The FBI is reportedly continuing its investigation into an alleged computer link between a Russian bank and the The Trump Organization, US officials have said.
Officers from the bureau and computer scientists are looking at whether there was any meaningful communication between Russian bank, Alfa, and Mr Trump’s business last year, sources told CNN.
Questions about a meaningful link were widely dismissed by Mr Trump's team, but the investigation is in the hands of the same counterintelligence team which is looking into a suspected Russian hacking during the US Presidential election.
Leaked internet data shows that during the election campaign, a computer server owned by Alfa repeatedly looked up contact details for a computer server being used by The Trump Organization.
Between 4 May and 23 September last year, there were a total of 2,820 inquiries by the Alfa-owned server, representing 80 per cent of the searches for a particular server – mail1.trump-email.com.
Publicly available internet records show the server, registered to The Trump Organization, points to an IP address operated by a company in the tiny rural town of Lititz, Pennsylvania.
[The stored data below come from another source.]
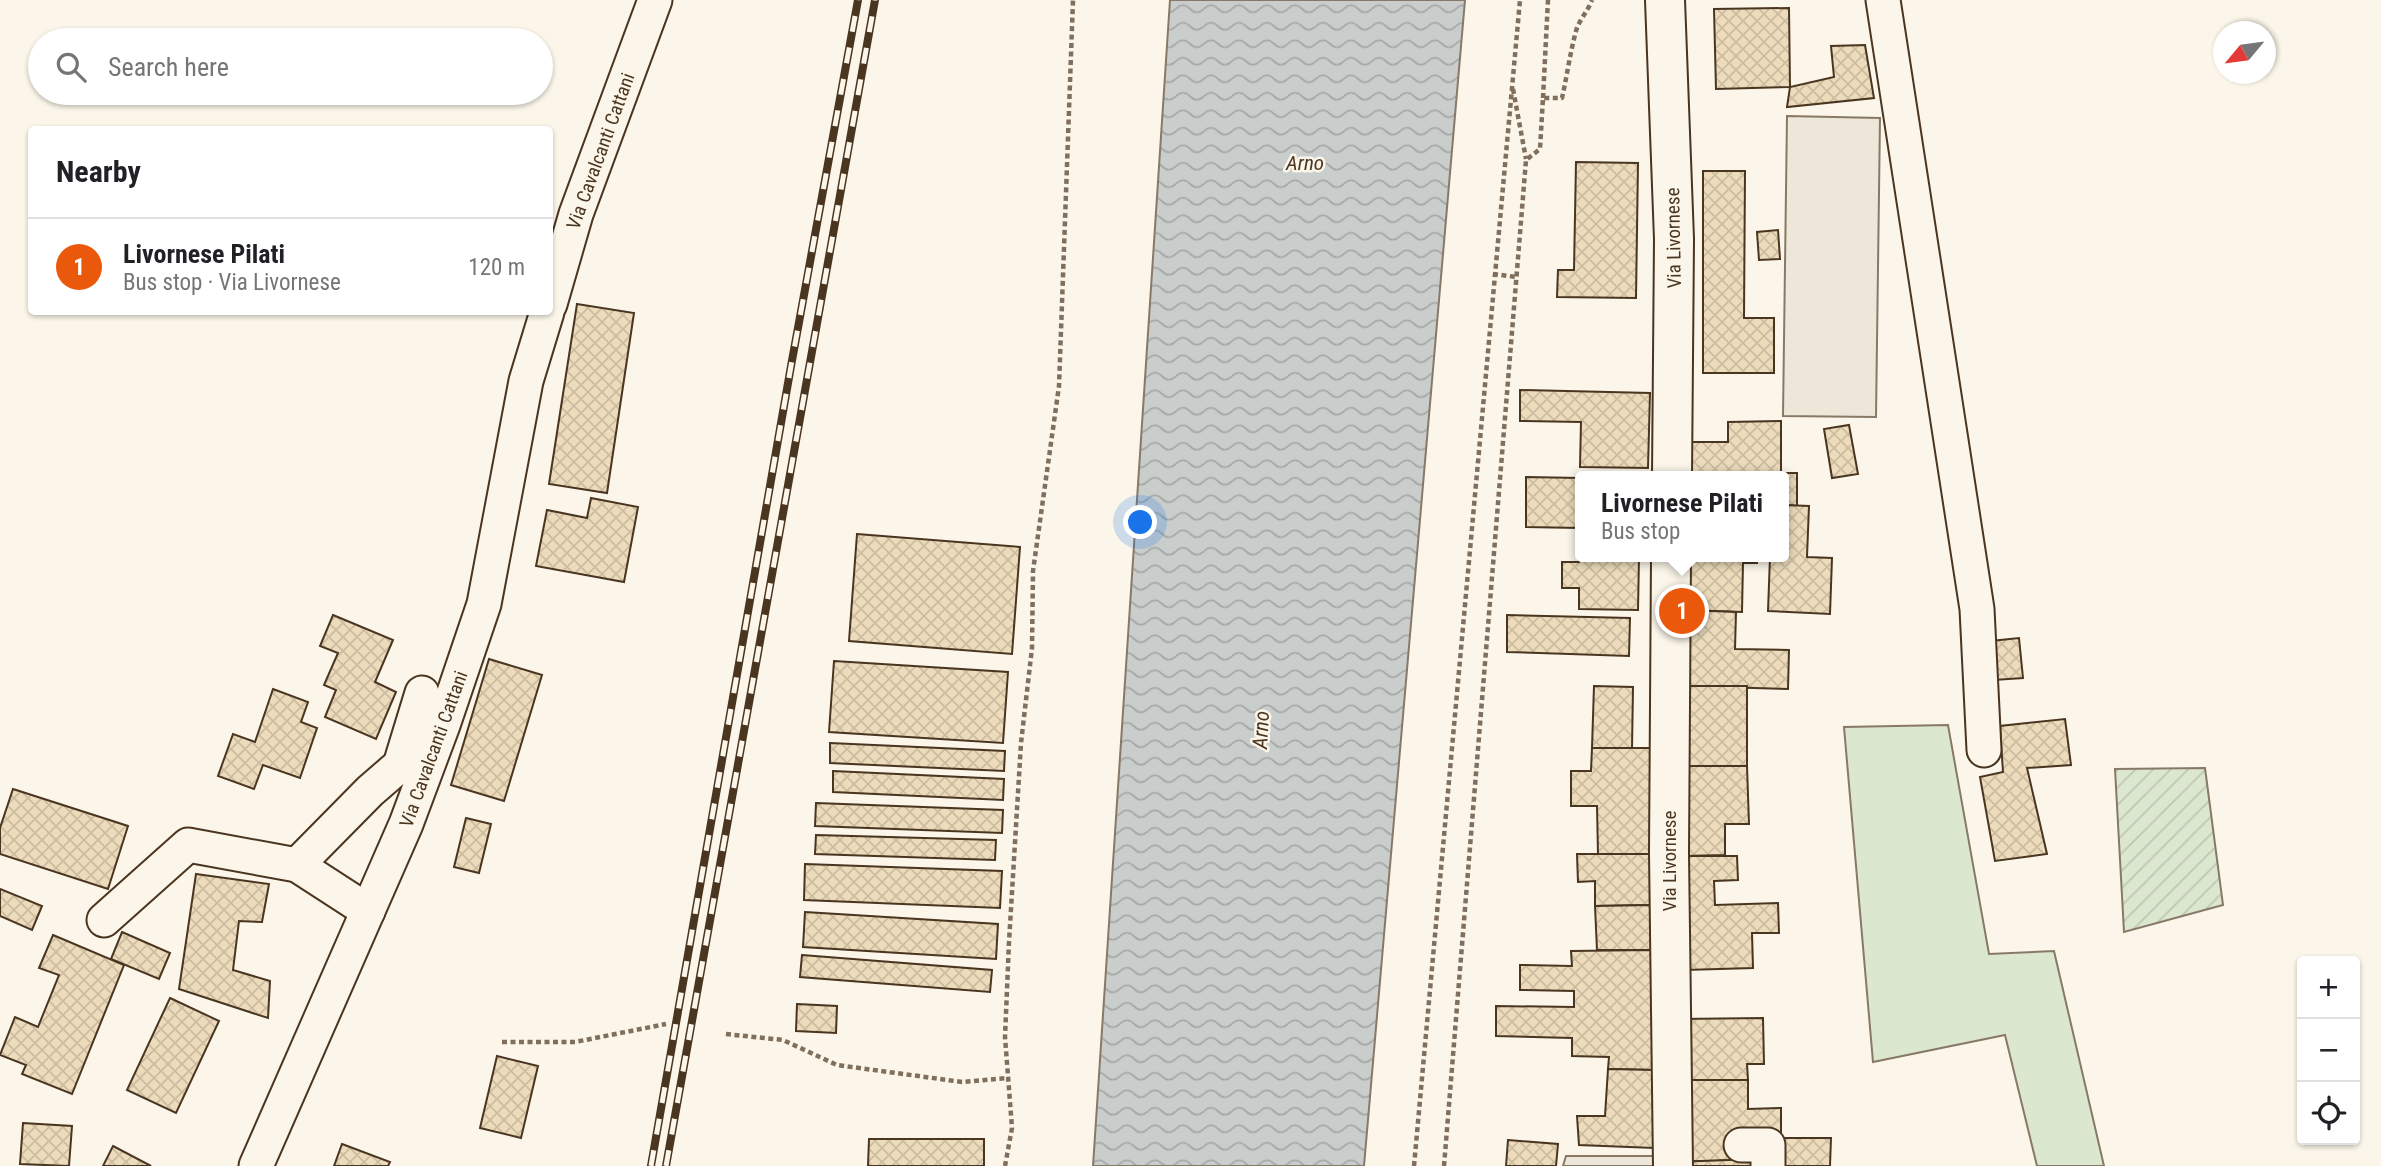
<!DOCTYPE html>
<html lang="en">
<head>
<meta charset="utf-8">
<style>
  :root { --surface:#fff; --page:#f6f6f6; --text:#202124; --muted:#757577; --line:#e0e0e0; --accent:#ea580c }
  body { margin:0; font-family:"Roboto Condensed",sans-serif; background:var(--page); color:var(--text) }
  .controls { position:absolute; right:21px; bottom:21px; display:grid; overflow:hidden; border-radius:7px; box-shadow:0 2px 5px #0004 }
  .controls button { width:63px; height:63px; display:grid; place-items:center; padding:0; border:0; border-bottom:2px solid var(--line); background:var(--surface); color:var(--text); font:35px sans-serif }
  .compass { position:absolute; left:2213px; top:21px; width:63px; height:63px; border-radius:50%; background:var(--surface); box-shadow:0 2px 5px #0004; rotate:241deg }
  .you { position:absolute; left:1141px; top:523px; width:24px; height:24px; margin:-18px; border:5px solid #fff; border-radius:50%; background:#1a73e8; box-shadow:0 0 0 10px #1a73e833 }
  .badge { display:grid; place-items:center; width:46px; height:46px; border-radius:50%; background:var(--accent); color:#fff; font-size:23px; font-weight:700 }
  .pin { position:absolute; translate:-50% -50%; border:4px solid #fff; box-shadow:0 2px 7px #0006 }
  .popup { position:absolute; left:1575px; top:471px; width:214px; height:91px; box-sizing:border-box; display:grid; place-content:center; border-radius:7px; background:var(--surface); filter:drop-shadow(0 2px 5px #0005); font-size:23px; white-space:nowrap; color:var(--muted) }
  .popup b { font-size:26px; color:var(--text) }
  .popup::after { content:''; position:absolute; left:50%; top:100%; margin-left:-14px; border:14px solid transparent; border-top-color:var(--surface) }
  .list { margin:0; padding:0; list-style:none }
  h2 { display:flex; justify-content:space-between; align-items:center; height:91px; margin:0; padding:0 28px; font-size:30px }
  h2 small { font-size:23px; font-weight:400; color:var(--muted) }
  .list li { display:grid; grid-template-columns:46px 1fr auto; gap:21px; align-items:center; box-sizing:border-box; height:98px; padding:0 28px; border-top:2px solid var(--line) }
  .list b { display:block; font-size:26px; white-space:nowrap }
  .list p { margin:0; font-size:23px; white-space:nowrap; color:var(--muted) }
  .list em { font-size:23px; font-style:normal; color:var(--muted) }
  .icon { flex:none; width:38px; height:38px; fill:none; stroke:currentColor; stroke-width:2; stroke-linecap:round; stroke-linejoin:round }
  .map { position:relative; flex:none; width:2381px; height:1166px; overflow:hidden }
  .search { position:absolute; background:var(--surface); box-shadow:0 2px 5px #0004; left:28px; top:28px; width:525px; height:77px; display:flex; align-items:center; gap:18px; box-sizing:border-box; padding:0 24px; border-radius:38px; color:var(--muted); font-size:26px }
  .panel { position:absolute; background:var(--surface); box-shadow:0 2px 5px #0004; left:28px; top:126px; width:525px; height:189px; border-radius:7px }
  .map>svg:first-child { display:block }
  .grass { fill:#dce7d0; stroke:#887966; stroke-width:2 }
  .garden { fill:url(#garden-furrows); stroke:#887966; stroke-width:2 }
  .parking { fill:#ede7d9; stroke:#887966; stroke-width:2 }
  .water { fill:url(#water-waves); stroke:#887966; stroke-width:2 }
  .building { fill:url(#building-cross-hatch); stroke:#4a3520; stroke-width:2 }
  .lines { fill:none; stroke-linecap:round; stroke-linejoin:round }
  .minor-casing { stroke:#4a3520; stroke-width:37 }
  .major-casing { stroke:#4a3520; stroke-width:42 }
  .path { stroke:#7f6f5c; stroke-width:4.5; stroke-dasharray:5 3.5; stroke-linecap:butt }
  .minor { stroke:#fbf6e9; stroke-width:33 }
  .major { stroke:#fbf6e9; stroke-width:38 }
  .rail-casing { stroke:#4a3520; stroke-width:8 }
  .rail { stroke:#fbf6e9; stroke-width:5; stroke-dasharray:16; stroke-linecap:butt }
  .labels { text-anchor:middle; stroke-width:5; stroke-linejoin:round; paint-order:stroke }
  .street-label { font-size:19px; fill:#4a3520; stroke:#fbf6e9 }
  .water-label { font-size:21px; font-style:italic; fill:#4a3520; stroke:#fbf6e9 }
</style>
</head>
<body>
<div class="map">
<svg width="2381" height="1166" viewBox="0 0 2381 1166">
  <defs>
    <pattern id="garden-furrows" width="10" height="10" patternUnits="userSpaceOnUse" patternTransform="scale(1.75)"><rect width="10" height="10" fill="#dce7d0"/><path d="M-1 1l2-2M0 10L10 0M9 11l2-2" fill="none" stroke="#bec7b2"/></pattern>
    <pattern id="water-waves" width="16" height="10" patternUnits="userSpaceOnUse" patternTransform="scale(1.75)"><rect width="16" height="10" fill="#c9cecd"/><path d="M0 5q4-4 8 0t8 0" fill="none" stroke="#a5a8a6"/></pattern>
    <pattern id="building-cross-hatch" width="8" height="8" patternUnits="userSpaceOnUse" patternTransform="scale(1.75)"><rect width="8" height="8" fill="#ecdcbc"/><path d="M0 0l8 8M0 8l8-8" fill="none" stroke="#ccbda1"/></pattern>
  </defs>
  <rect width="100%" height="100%" fill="#fbf6e9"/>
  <!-- grass -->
  <polygon class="grass" points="1948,725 1989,954 2054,951 2104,1166 2037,1166 2005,1035 1873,1062 1844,727"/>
  <!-- garden -->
  <polygon class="garden" points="2205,768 2223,905 2124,932 2115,769"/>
  <!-- parking -->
  <g class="parking">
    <polygon points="1787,116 1880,118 1876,417 1783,416"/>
    <polygon points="1566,1156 1673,1156 1673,1166 1563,1166"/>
  </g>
  <!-- water -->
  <polygon class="water" points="1170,0 1465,0 1364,1166 1093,1166"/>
  <!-- building -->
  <g class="building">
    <polygon points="1789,8 1790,87 1716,89 1714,9"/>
    <polygon points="1865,45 1874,98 1787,107 1790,87 1834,77 1831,46"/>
    <polygon points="1576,162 1638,163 1636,298 1557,297 1558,270 1574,270"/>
    <polygon points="1703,171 1745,171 1744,318 1774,318 1774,373 1703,373"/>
    <polygon points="1778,230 1780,259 1759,260 1757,232"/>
    <polygon points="577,304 634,313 607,493 549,484"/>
    <polygon points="1520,390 1650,393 1648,468 1580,467 1581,422 1520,421"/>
    <polygon points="1781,421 1781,473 1797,473 1797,506 1784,505 1784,476 1689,476 1690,442 1728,442 1728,422"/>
    <polygon points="1849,425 1858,474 1832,478 1824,429"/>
    <polygon points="1526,477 1580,478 1580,557 1639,557 1638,610 1579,609 1579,588 1562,588 1562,562 1579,562 1580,528 1526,527"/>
    <polygon points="591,498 638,507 624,582 536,566 547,510 587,518"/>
    <polygon points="1784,505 1809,506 1807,557 1832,558 1830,614 1768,611 1770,557 1784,557"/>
    <polygon points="857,534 1020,547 1012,654 849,641"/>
    <polygon points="1687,557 1757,557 1757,563 1743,563 1742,612 1686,610"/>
    <polygon points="1686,610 1736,612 1735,649 1789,650 1788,689 1684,686"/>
    <polygon points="333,615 393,640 375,682 396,692 376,739 325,717 336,690 324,685 338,653 320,646"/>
    <polygon points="1507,615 1630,618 1629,656 1507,652"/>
    <polygon points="2019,638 2023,678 1994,680 1991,641"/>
    <polygon points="489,659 542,675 504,801 451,785"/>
    <polygon points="834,661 1008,672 1003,743 829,732"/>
    <polygon points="1594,686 1633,687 1632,749 1592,748"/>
    <rect x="1684" y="686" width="63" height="80"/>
    <polygon points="273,689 308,702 301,722 317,728 300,778 263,765 254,789 218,776 233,734 255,742"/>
    <polygon points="2065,719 2071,765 2027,768 2047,854 1995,861 1980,777 2003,772 2000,726"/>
    <polygon points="830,743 1005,751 1004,771 830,763"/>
    <polygon points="1592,748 1650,748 1651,854 1598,854 1597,806 1571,806 1571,771 1591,771"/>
    <polygon points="1684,766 1747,766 1749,824 1725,824 1725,855 1683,856"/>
    <polygon points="833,771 1004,779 1003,800 833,792"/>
    <polygon points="13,789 128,826 108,889 0,854 0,828"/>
    <polygon points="816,803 1003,810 1002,833 815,826"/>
    <polygon points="466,818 491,824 479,873 454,867"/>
    <polygon points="816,835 996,840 995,860 815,854"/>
    <polygon points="1577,854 1651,854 1652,905 1595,906 1595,881 1578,882"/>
    <polygon points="1683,856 1737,856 1738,880 1714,881 1715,905 1778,903 1779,933 1752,933 1753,968 1685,970"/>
    <polygon points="805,864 1002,871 1000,908 804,900"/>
    <polygon points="196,874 269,884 262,922 239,921 233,970 270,981 268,1018 179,989"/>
    <polygon points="0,889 42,906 32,930 0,916"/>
    <polygon points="1652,905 1652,950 1597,950 1595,906"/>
    <polygon points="805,912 998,924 996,959 803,947"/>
    <polygon points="122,932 170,953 159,979 111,959"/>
    <polygon points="53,935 124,965 72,1094 22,1074 26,1065 0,1055 15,1017 38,1027 59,975 39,968"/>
    <polygon points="1652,950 1654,1070 1608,1069 1609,1057 1572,1056 1572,1038 1496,1036 1496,1006 1574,1007 1574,991 1520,990 1520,965 1572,966 1571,951"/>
    <polygon points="802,955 992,970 990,992 800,977"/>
    <polygon points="170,998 219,1021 176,1113 127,1090"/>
    <polygon points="797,1004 837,1006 836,1033 796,1031"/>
    <polygon points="1763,1018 1764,1064 1747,1064 1748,1080 1679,1080 1679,1019"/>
    <polygon points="497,1056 538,1066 521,1138 480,1128"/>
    <polygon points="1608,1069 1654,1070 1654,1148 1579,1145 1577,1116 1605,1116"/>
    <polygon points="1679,1080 1748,1080 1748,1109 1781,1108 1781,1138 1739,1160 1674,1162"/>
    <polygon points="23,1123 72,1126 69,1166 20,1164"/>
    <polygon points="1781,1138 1831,1138 1830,1166 1779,1166"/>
    <polygon points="869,1139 984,1139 984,1166 868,1166"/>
    <polygon points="1508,1140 1558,1144 1556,1166 1506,1166"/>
    <polygon points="342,1144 390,1162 388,1166 334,1166"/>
    <polygon points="113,1146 151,1166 103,1166"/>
    <polygon points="1758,1159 1758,1166 1674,1166 1674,1162"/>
  </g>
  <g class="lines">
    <!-- minor casing -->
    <g class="minor-casing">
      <g id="minor">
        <polyline points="1883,0 1977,609 1984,750"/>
        <polyline points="550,304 576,214 655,0"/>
        <polyline points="297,865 370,791 400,765 422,693"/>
        <polyline points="104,920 188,845 297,865 368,911"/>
        <polyline points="1741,1145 1768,1145 1768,1166"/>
        <polyline points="256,1166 406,824 443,725 484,604 526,381 547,312"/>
      </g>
    </g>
    <!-- major casing -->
    <g class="major-casing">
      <g id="major">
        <polyline points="1665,0 1674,239 1672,476"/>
        <polyline points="1671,557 1669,853 1673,1166"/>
      </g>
    </g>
    <!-- path -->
    <g class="path">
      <polyline points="1513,89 1526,159"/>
      <polyline points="1543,98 1548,0"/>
      <polyline points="1493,274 1517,277"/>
      <polyline points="726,1034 783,1040 837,1065 962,1082 1008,1078"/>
      <polyline points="502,1042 575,1042 666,1024"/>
      <polyline points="1005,1166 1012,1128 1005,1037 1009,942 1021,743 1032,648 1033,571 1059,386 1073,0"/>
      <polyline points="1414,1166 1520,0"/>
      <path d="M1444,1166L1526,160L1540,149L1543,98H1562C1567,76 1570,53 1576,31C1579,20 1588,11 1592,0"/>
    </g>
    <!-- minor -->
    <use href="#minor" class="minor"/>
    <!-- major -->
    <use href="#major" class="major"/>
    <!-- rail casing -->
    <g class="rail-casing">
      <g id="rail">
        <polyline points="651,1166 791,366 858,0"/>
        <polyline points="666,1166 875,0"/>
      </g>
    </g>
    <!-- rail -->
    <use href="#rail" class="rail"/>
  </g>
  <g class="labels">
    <!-- street labels -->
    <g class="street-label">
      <text transform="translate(600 151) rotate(-70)" y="7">Via Cavalcanti Cattani</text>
      <text transform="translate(1673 238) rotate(-91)" y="7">Via Livornese</text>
      <text transform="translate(433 749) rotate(-70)" y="7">Via Cavalcanti Cattani</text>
      <text transform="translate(1669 861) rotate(-90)" y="7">Via Livornese</text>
    </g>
    <!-- water labels -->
    <g class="water-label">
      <text x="1305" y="170">Arno</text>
      <text transform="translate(1261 730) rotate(-87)" y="7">Arno</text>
    </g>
  </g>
</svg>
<div class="controls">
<button>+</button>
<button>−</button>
<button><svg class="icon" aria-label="locate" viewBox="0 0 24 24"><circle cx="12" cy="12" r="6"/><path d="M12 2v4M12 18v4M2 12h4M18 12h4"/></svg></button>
</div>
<svg class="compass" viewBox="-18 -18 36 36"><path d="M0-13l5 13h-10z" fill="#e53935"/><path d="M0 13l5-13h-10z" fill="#757577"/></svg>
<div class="you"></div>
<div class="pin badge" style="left:1682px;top:611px">1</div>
<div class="popup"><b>Livornese Pilati</b>Bus stop</div>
<div class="search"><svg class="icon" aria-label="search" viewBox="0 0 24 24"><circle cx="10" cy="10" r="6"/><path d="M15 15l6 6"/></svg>Search here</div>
<section class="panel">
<h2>Nearby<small></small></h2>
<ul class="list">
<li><span class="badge">1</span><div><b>Livornese Pilati</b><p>Bus stop · Via Livornese</p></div><em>120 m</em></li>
</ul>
</section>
</div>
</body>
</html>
While there is no obvious impropriety in this, it has been described as “odd” by those looking into the case, with computer scientists explaining it would normally suggest an intention to communicate.
Computer researcher, Richard Clayton of Cambridge University, who has independently examined the evidence, said: “It's not so much a smoking gun as a faint whiff of smoke a long way away. Maybe there's something else going on. It's hard to tell.”
An anonymous IT expert known only as “Tea Leaves” who had access to the supposedly private technical information was sufficiently alarmed by it to pass it onto a group of computer scientists.
This group then passed the data to American media, including CNN and The New York Times.
Alfa Bank has said the most likely explanation is that the server communication was the result of spam marketing from the Trump Organisation as its executives have stayed at Trump hotels. Such marketing emails might have set off defensive cybersecurity measures at the bank, whose servers would respond with a reverse domain name server lookup.
Computer scientists agree that such an explanation is possible in theory, but say they want to see evidence – but some of those who originally examined the data are said to have gone to ground.
CNN reports that "Tea Leaves" now refuses to be interviewed through an intermediary.